Ord(x)-Means ordinal values of character x.

A string can be mapped to a hash table based on some function of which works upon the ordinal values of the characters involved in the string.

According to various sources I searched, ordinal values of a character is nothing but an ASCII Value.

References :

https://cs.nyu.edu/courses/spring99/A22.0002.002/lecture_notes/lecture5/node17.html

https://cs.nyu.edu/courses/spring99/A22.0002.002/lecture_notes/lecture5/node16.html

https://stackoverflow.com/questions/19174563/what-is-an-ordinal-value-of-a-string

So, Ord('a')=97

But here we have to be cautious because the given input is in Capital letters and hash function uses Ord('a')

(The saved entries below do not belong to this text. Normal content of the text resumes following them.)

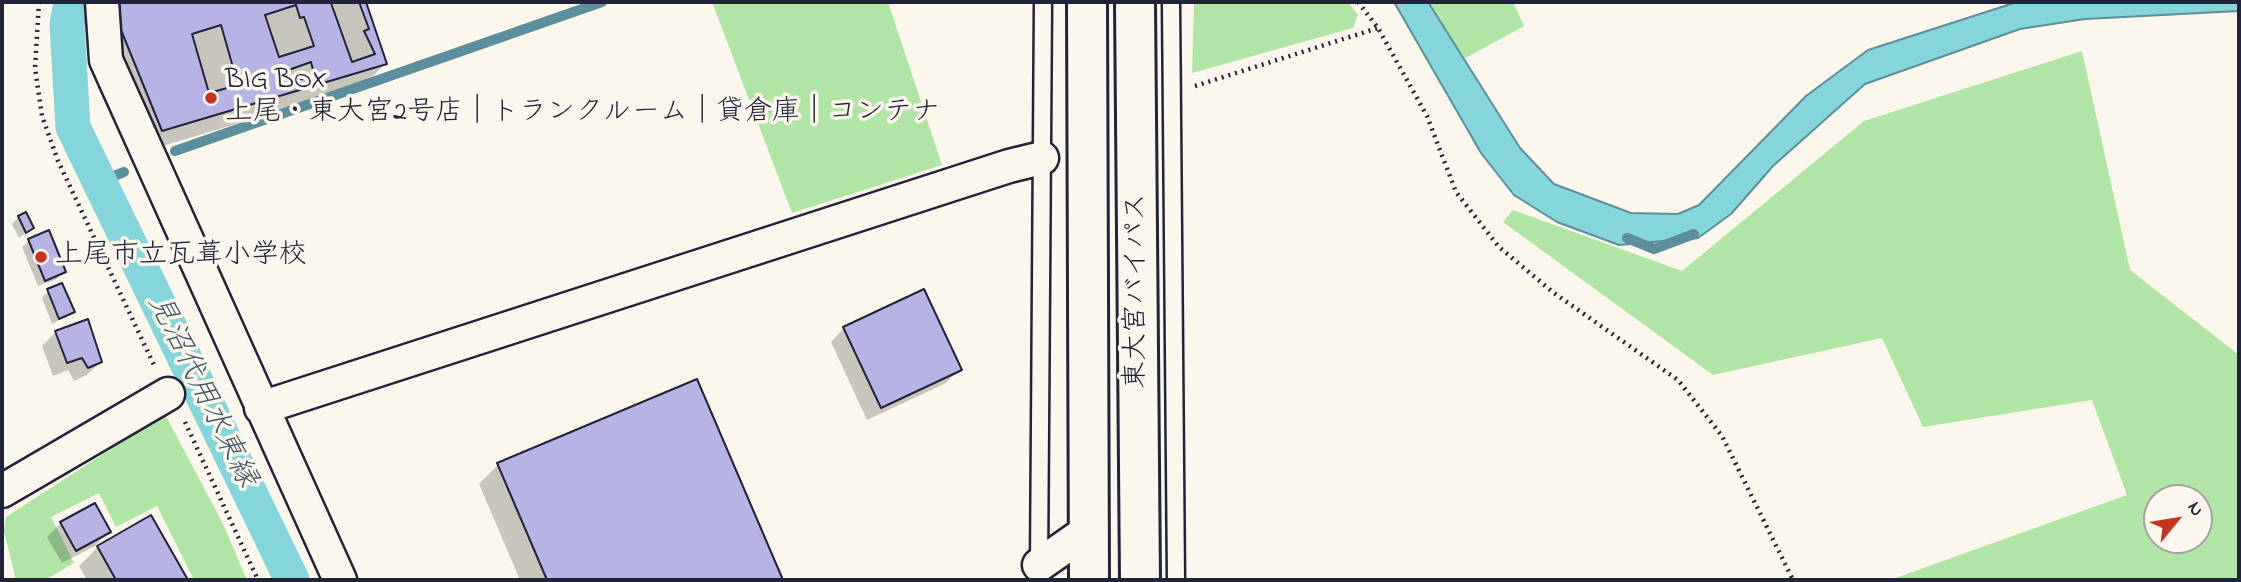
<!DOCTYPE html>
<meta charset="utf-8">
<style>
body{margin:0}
#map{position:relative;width:2241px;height:582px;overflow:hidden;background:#fbf7ec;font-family:"Indie Flower",sans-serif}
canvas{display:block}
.frame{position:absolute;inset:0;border:4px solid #22223b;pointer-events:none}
.north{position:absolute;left:2143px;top:484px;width:70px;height:70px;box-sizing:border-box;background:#fbf7ec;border:2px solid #a4a2a5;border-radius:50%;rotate:60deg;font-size:19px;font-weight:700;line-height:28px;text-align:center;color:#22223b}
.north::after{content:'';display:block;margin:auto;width:24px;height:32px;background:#c8321e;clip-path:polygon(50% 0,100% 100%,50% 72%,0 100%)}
</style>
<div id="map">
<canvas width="2241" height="582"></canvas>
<div class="frame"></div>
<div class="north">N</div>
</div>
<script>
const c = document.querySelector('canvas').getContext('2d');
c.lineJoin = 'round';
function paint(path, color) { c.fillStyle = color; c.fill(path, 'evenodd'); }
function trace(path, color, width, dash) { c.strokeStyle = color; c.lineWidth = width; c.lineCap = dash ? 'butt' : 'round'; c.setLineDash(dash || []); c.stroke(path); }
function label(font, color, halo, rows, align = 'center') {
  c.font = font + ' "Indie Flower","Klee One",sans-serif'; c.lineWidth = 7; c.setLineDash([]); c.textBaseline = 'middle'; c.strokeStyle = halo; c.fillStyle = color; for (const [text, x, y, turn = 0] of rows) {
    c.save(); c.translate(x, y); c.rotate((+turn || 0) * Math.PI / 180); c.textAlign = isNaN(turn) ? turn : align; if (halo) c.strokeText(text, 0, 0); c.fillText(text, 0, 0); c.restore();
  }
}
paint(new Path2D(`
 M712,2H888L942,165L792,213Z
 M1194,2H1348L1358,15L1353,28L1192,73Z
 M1428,2H1513L1524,26L1462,60Z
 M2082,51L2130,270L2239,355V580H1890L2127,495L2092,400L1923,427L1882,338L1713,375L1503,222L1513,210L1682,271L1864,121ZM2199,498V540H2157V498Z
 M165,414L223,524L247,580H194L157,506L116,527L99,493L51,517L74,563L45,580H16L4,531L6,517Z`), '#b1e5a6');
const water = new Path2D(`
 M1394,2H1428L1520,148L1554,184L1631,213L1678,214L1699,205L1806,96L1868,50L2017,2H2239V11L2085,19L2020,29L1865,84L1773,166L1731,214L1698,238L1619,245L1557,222L1514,195L1481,153Z`);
paint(water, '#85d6db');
trace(water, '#5d8e9b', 2);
paint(new Path2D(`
 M95,2H364L385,64L363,86L139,153Z
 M19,217L32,228L19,238L12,224Z
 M29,241L64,272L57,279L38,286L22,247Z
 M48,291L73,312L52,324L42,298Z
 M844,328L960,369L946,383L867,420L831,342Z
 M56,332L100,362L87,375L74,381L68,370L53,376L42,346Z
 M696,381L781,580H520L479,484L498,465Z
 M150,517L186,580H87L79,566L98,547Z
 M61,523L109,532L95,546L62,563L47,537Z`), '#0003');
trace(new Path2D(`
 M175,151L602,2
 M99,182L124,172
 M1627,238L1654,249L1694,234`), '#5d8e9b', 10);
trace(new Path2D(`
 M71,2L67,25L73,127L292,580`), '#85d6db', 35);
const building = new Path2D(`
 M119,2H366L387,64L162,131L121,30Z
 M359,2L369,29L364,31L375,54L352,62L331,3Z
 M296,5L300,18L304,17L314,46L279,57L265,15Z
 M221,25L238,85L209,93L192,34Z
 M311,62L314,74L288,84L283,72Z
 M26,212L34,228L26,233L18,216Z
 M49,230L66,272L45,281L28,239Z
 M62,283L75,312L59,319L47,289Z
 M924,289L962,370L881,408L843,327Z
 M88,319L102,362L88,368L82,358L67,363L55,331Z
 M697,379L783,580H547L497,463Z
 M95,503L111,532L76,551L60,522Z
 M151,515L188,580H116L97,546Z`);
paint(building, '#b7b4e5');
trace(building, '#22223b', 2);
const lane = new Path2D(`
 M1171,2L1176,580
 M1039,566L1043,2`);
const street = new Path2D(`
 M102,2L106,60L340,580
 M261,408L1009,166L1042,158
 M2,491L168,394
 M1039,565L1089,530`);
const highway = new Path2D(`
 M1087,2L1089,580
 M1135,2L1140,580`);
trace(lane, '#22223b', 21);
trace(street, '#22223b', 37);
trace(highway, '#22223b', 44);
trace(new Path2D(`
 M39,2L35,68L42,116L58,161L154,365
 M1358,2L1378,28L1427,116L1456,192L1499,247L1554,293L1678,380L1722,436L1793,580
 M1195,86L1378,28
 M185,422L258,580`), '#22223b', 4.5, [2, 5]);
trace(lane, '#fbf7ec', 16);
trace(street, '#fbf7ec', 32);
trace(highway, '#fbf7ec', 38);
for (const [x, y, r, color] of [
 [211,98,7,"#c8321e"],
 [41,257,7,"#c8321e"]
]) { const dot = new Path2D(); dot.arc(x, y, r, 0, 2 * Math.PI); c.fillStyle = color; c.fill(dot); trace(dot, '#fbf7ec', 2.5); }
label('28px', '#22223b', '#fbf7ec', [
 ["BIG BOX",225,82],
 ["上尾・東大宮2号店｜トランクルーム｜貸倉庫｜コンテナ",225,114],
 ["上尾市立瓦葺小学校",55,257]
], 'left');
label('28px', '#22223b', '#fbf7ec', [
 ["東大宮バイパス",1138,291,-90]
]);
label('italic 30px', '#40586b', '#fbf7ec', [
 ["見沼代用水東縁",200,392,64]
]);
</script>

So, A-Z has ordinal values from 65-90.

So h('K') = (ord('K')-ord('a') +1)mod 10 = (22+1)mod 10=3

So, hash locations are

Input	Hash Index
K	3
R	6
P	8
C	1
S	5
N	0
Y	9
T	4
J	4
M	1

The marked entries cause collision.

Final hash table

0	N
1	C
2	M
3	K
4	T
5	S
6	R
7	J
8	P
9	Y

Comments

Question is incomplete as meaning for ord is not mentioned!! If we consider ASCII value then T and  J will collide and C and M will collide as well.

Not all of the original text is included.